Your objective. Below are the records; give the number of lines in them that include the word "column", and nothing more.

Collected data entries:

__________________________________________________

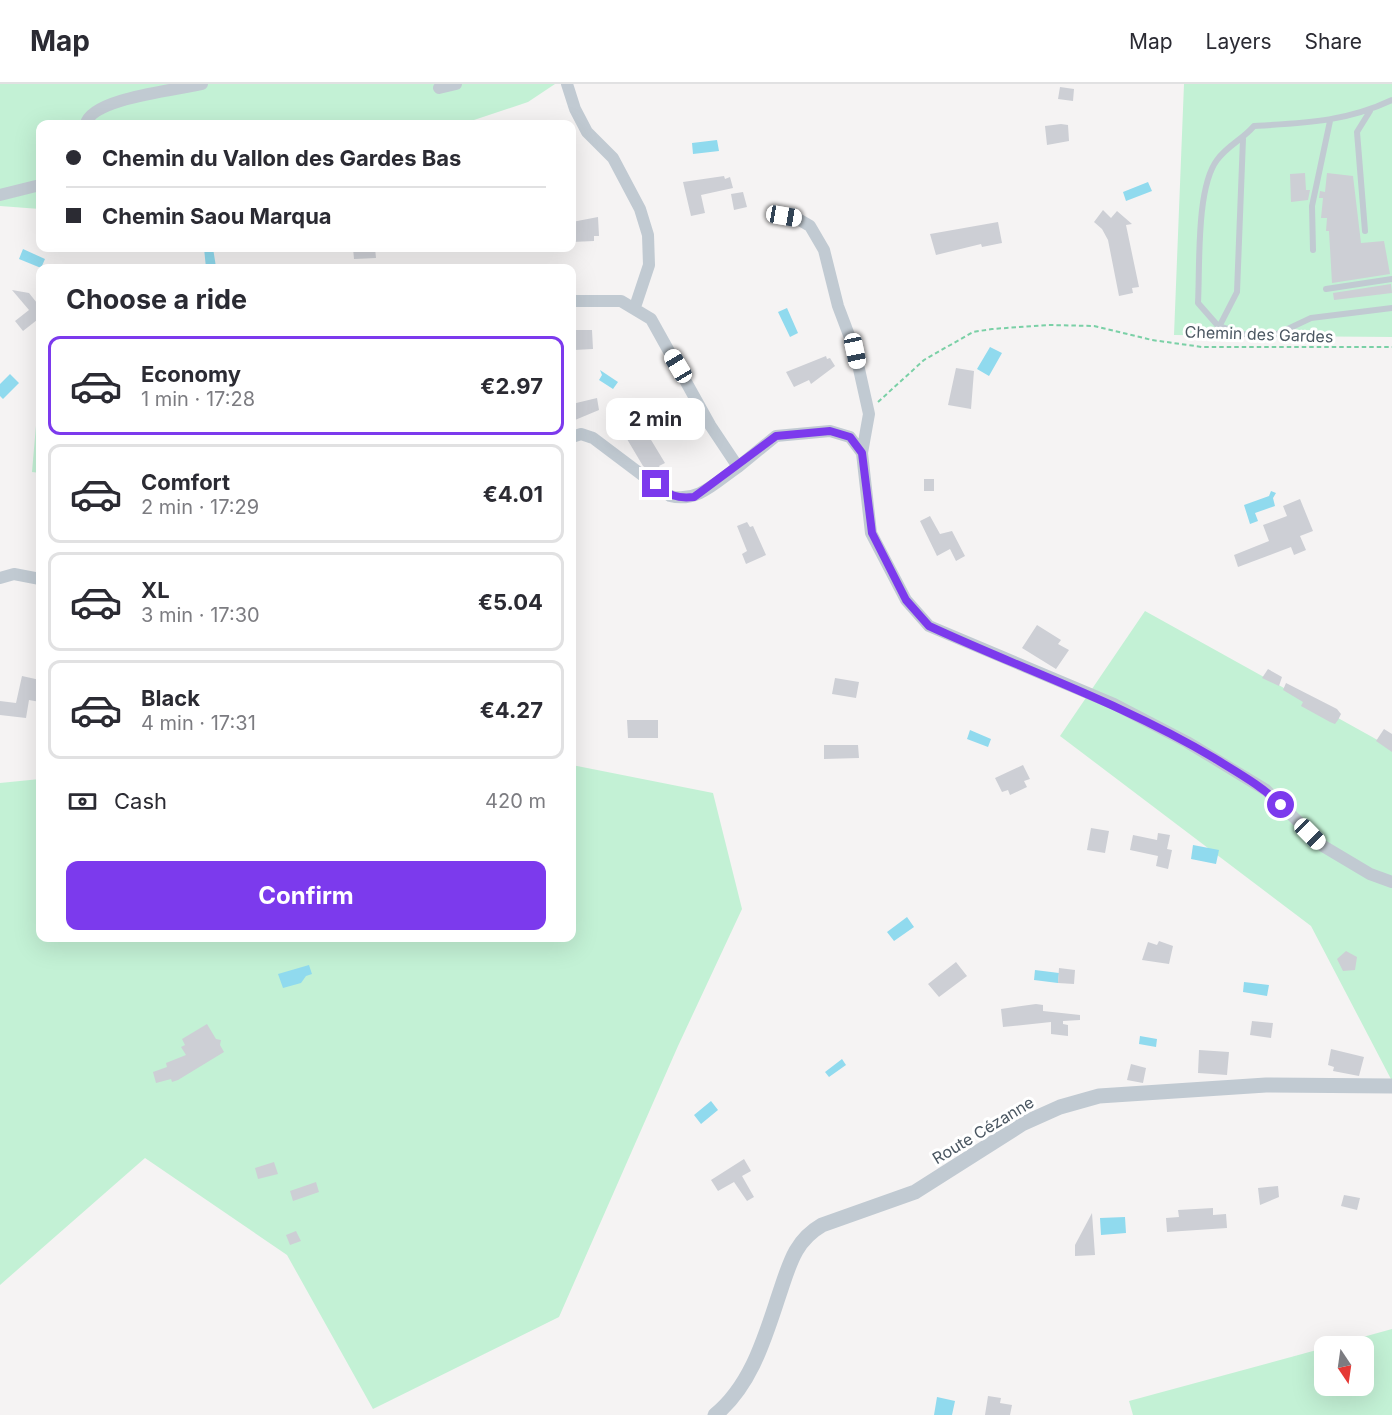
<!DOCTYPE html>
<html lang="en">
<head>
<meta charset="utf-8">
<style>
	:root { --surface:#fff; --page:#f7f7f7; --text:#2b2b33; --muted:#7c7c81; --line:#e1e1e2; --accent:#7c3aed }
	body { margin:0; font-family:Inter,sans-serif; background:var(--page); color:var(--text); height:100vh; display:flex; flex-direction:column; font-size:22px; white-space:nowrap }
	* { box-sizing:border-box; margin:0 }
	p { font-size:20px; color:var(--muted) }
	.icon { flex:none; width:33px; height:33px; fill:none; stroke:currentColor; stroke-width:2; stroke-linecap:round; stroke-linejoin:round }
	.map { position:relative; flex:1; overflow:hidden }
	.drawer { position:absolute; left:36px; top:180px; width:540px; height:678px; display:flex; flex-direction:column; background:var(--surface); border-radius:12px; box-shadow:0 6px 24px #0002 }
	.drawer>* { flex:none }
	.guide { position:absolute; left:36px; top:36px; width:540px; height:132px; border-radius:12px; box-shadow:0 6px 24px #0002; display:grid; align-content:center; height:132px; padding:0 30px; background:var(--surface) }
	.needle { width:39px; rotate:167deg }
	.fabs { position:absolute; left:1314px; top:1252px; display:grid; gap:12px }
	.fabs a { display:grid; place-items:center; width:60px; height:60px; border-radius:12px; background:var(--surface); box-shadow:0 6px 24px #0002; font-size:30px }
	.end { position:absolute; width:27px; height:27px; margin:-14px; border:8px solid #7c3aed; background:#fff; box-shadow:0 0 0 3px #fff }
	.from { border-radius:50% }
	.bubble { position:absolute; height:42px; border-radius:12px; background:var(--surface); box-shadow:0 6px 24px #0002; font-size:20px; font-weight:700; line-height:42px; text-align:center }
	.car { position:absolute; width:18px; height:36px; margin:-18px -9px; border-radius:8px; box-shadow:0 0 4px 2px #0007; background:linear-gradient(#fff 24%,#345 0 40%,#fff 0 76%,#345 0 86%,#fff 0) }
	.guide b { display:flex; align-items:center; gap:21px; height:57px; font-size:22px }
	.guide b+b { border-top:2px solid var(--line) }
	.guide i { width:15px; height:15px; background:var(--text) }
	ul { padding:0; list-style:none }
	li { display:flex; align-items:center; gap:18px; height:99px; margin:0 12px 9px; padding:0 18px; border:3px solid var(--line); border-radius:12px }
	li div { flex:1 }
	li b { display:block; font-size:22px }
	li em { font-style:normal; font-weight:700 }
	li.current { border-color:var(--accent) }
	li>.icon { width:54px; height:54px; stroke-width:1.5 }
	h2 { padding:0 30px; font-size:27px; line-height:72px }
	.pay { display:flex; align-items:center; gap:15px; height:66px; padding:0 30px; font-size:22px }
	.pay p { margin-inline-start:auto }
	.button { display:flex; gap:12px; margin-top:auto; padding:12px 30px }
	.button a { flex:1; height:69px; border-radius:12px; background:var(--accent); color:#fff; font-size:24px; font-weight:700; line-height:69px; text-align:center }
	header { display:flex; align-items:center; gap:36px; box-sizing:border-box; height:84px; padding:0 30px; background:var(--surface); border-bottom:2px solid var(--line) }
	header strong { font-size:28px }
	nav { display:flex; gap:33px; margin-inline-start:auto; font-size:21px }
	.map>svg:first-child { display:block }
	.green { fill:#c3f1d5 }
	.water { fill:#90daee }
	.building { fill:#cdcfd5 }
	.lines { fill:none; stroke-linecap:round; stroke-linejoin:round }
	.path { stroke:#7ad0a6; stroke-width:2; stroke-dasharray:4.5 3; stroke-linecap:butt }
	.service { stroke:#c1cad2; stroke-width:6 }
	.minor { stroke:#c1cad2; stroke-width:12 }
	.tertiary { stroke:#c1cad2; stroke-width:15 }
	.route { stroke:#7c3aed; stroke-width:8 }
	.labels { text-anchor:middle; stroke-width:6; stroke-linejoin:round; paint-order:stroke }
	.street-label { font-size:16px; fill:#4a5661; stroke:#fff }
</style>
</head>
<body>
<header>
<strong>Map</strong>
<nav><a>Map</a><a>Layers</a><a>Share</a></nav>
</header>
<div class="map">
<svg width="1392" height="1331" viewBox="0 0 1392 1331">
	<rect width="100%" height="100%" fill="#f5f3f3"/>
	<path class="green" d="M0,0H555L528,18L462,40H40V125L0,122Z
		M1184,0H1392V253L1174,251Z
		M38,318H40V389L32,388Z
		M1145,527L1392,664V997L1311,842L1060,652Z
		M572,681L713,709L742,825L678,962L559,1233L373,1325L287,1171L145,1074L0,1201V699L40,695V854H572Z
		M1392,1245V1331H1133L1129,1317L1324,1264V1302H1364V1263H1327Z"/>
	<path class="water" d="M717,56L719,67L693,70L692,59Z
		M1148,98L1152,107L1126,117L1123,108Z
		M204,164H213L216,183L206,184Z
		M23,165L45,175L41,184L19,175Z
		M787,224L798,249L790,253L778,228Z
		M990,263L1002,269L989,292L977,285Z
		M600,286L618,298L613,305L599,296L602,291Z
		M10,290L19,299L3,315L0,312V300Z
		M1271,407L1276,409L1273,414L1275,422L1255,429L1258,437L1250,440L1244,421L1269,412Z
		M970,646L991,655L988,663L967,655Z
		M1193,761L1219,766L1216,780L1191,775Z
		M907,833L914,843L894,857L887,848Z
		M309,881L312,890L306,892L301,899L283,904L278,890Z
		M1035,886L1059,889L1058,899L1034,896Z
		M1244,898L1269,901L1267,912L1243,908Z
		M1140,952L1157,955L1156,963L1139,960Z
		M842,975L846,981L829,993L825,988Z
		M711,1017L718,1026L701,1040L694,1031Z
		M1125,1133L1126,1149L1101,1151L1100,1134Z
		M937,1313L955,1317L952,1331H934Z"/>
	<path class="building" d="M1060,3L1074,5L1073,17L1058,15Z
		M1061,40L1068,41L1069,57L1047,61L1045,42Z
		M1305,89L1306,106H1310L1308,116L1291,118L1290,90Z
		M1327,89L1353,92L1361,159L1384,157L1390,190L1332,199L1329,147H1326L1327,134H1321L1323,114H1319L1320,107L1325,108Z
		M724,92L725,95L730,93L733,104L701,111L705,129L691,132L683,98Z
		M743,108L747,123L734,126L731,110Z
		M1103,126L1111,134L1117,127L1132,140L1126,141L1139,203L1132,204L1133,209L1119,212L1108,156L1102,145L1094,138Z
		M598,133L599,152H594V157L572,158V138Z
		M998,138L1002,159L982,163L981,160L936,171L930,150Z
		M353,164H375L376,174L354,175Z
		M1391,200L1392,209L1334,216L1333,209Z
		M12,206L29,209L37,219L40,217V241L37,236L23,247L15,237L29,226Z
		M572,246H592L593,265L574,266Z
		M826,272L827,275L830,274L835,282L811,300L809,296L794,303L786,288Z
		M956,284L974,287L971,325L948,321Z
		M597,314L599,326L575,336L572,320Z
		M630,319L634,320L642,332L640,342L642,341L665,379L659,382L663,388L657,392L643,382L624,350L635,344L622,324Z
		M924,395H934V407H924Z
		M1300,415L1313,447L1300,452L1306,466L1294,471L1291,463L1238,483L1234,471L1269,457L1263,441L1287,432L1283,422Z
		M930,432L940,450L952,447L965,472L956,477L950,465L937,472L920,437Z
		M747,438L750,443L753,442L766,471L746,480L742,470L747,467L737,442Z
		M1037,541L1061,556L1058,560L1069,566L1056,585L1022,564Z
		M1268,585L1282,593L1279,602L1262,594Z
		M22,592L40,596V618L29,616L26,634L0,631V617L16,619Z
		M835,594L859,598L856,614L832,610Z
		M1286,599L1337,625L1341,630L1338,636L1335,640L1330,638L1301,622L1303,618L1283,606Z
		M627,636H658V654H628Z
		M1384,645L1392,650V668L1376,657Z
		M824,661H858L859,674L824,675Z
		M1023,681L1030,695L1024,697L1027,703L1010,711L1008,706L1002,708L995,694Z
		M1091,744L1109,747L1105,769L1087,766Z
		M1158,749L1170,751L1167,765L1172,766L1168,785L1156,782L1158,772L1130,766L1133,751L1157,756Z
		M1159,857L1173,862L1169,880L1142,876L1148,858L1157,861Z
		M1346,867L1357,873L1355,886L1343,887L1337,875Z
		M956,878L967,892L939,913L928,900Z
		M1059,884L1075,886L1074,900L1058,899Z
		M1036,920L1043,921V927L1080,931V936L1063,937V940L1068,941V952L1051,950V938L1003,943L1001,925Z
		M1252,937L1273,939L1271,954L1250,951Z
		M207,940L216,955L221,956L220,961L224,968L178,996L172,998L171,995L156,999L153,988L167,983L166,979L186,971L181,963L185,961L182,955Z
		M1331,965L1364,973L1359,992L1333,987L1334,983L1328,981Z
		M1199,966L1229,968L1227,991L1198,989Z
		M1131,980L1146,984L1143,999L1127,996Z
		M744,1075L751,1087L742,1092L754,1113L747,1117L734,1098L718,1107L711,1096Z
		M274,1078L278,1090L258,1095L255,1084Z
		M316,1098L319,1108L293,1117L290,1107Z
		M1278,1102L1279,1113L1260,1121L1258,1104Z
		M1344,1111L1360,1114L1357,1126L1341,1122Z
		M1213,1124V1131L1226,1130L1227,1144L1167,1148L1166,1134L1179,1133L1178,1126Z
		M1092,1129L1095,1171L1075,1172V1161Z
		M296,1147L301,1157L290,1161L286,1151Z
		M988,1312L1001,1314L1000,1319L1012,1321L1010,1331H985Z"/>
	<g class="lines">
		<path class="path" d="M878,318L924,276L973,248L992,245L1048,241L1094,242L1152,256L1202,263H1392"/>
		<path class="service" d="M1243,55L1237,208L1219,243L1198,219C1200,182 1196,104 1217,76C1228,61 1242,56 1254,42C1304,39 1346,38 1392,16
			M1365,147L1357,48L1370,27
			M1313,166L1312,122L1330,37
			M1326,205L1392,195
			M1219,242L1243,250L1275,251L1311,234L1392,224"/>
		<path class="minor" d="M567,0L575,25L587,48L613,74L640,125L648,151L649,181L635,223
			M439,4L456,0
			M86,40C91,14 178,6 202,0
			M0,111L40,101
			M774,131L798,135L810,142L824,166L838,222L855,267L869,330L862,369L871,449L906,516L929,542L1114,620L1187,658L1266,706L1323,762L1370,790L1392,798
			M572,217H621L651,235L710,341L738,383L776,352L830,347L850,353L862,369
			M572,353L581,350L593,354L670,412C698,419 716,398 738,383
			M0,494L14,490L40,495"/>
		<path class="tertiary" d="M715,1331C753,1300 766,1249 781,1205C790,1178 796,1156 822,1141L915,1108L1022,1040L1060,1023L1099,1012L1266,1001L1392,1002"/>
	</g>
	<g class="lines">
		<path class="route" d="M656,400C669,411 676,415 694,413L776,352L830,347L850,353L862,369L872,449L906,516L929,542C1024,586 1124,620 1214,674C1238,689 1262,702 1281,721"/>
	</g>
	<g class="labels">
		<g class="street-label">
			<text transform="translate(1259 250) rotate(2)" y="6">Chemin des Gardes</text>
			<text transform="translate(983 1046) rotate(-31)" y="6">Route Cézanne</text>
		</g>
	</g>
</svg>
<div class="fabs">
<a><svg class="needle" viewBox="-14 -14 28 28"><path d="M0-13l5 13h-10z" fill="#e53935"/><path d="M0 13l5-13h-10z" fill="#7c7c81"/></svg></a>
</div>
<i class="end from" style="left:1281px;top:721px"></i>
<i class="end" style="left:656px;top:400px"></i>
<div class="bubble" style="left:606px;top:314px;width:99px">2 min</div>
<i class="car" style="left:784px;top:132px;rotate:100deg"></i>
<i class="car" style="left:855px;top:267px;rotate:168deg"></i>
<i class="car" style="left:678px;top:282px;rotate:329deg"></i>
<i class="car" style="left:1310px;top:750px;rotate:135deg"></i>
<div class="guide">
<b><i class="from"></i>Chemin du Vallon des Gardes Bas</b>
<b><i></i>Chemin Saou Marqua</b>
</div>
<section class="drawer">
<h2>Choose a ride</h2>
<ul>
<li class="current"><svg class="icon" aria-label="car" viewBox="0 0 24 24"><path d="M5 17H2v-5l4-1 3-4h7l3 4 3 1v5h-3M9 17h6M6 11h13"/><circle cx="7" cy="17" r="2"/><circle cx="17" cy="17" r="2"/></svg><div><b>Economy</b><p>1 min · 17:28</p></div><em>€2.97</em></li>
<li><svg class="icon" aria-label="car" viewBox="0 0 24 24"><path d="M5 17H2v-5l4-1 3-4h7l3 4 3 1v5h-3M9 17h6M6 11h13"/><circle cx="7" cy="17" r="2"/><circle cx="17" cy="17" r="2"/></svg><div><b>Comfort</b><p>2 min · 17:29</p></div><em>€4.01</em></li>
<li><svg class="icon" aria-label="car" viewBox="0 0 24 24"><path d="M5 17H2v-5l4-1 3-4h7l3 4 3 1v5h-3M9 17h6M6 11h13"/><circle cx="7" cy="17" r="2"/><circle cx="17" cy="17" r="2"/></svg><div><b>XL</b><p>3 min · 17:30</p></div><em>€5.04</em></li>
<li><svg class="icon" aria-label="car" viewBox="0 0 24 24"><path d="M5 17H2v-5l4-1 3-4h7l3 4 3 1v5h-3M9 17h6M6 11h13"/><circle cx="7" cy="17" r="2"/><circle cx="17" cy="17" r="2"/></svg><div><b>Black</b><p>4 min · 17:31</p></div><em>€4.27</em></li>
</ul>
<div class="pay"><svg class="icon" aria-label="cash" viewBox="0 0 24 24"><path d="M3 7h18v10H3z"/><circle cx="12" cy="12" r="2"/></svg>Cash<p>420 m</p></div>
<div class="button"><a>Confirm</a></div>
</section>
</div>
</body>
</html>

__________________________________________________

Solution for this exercise. 2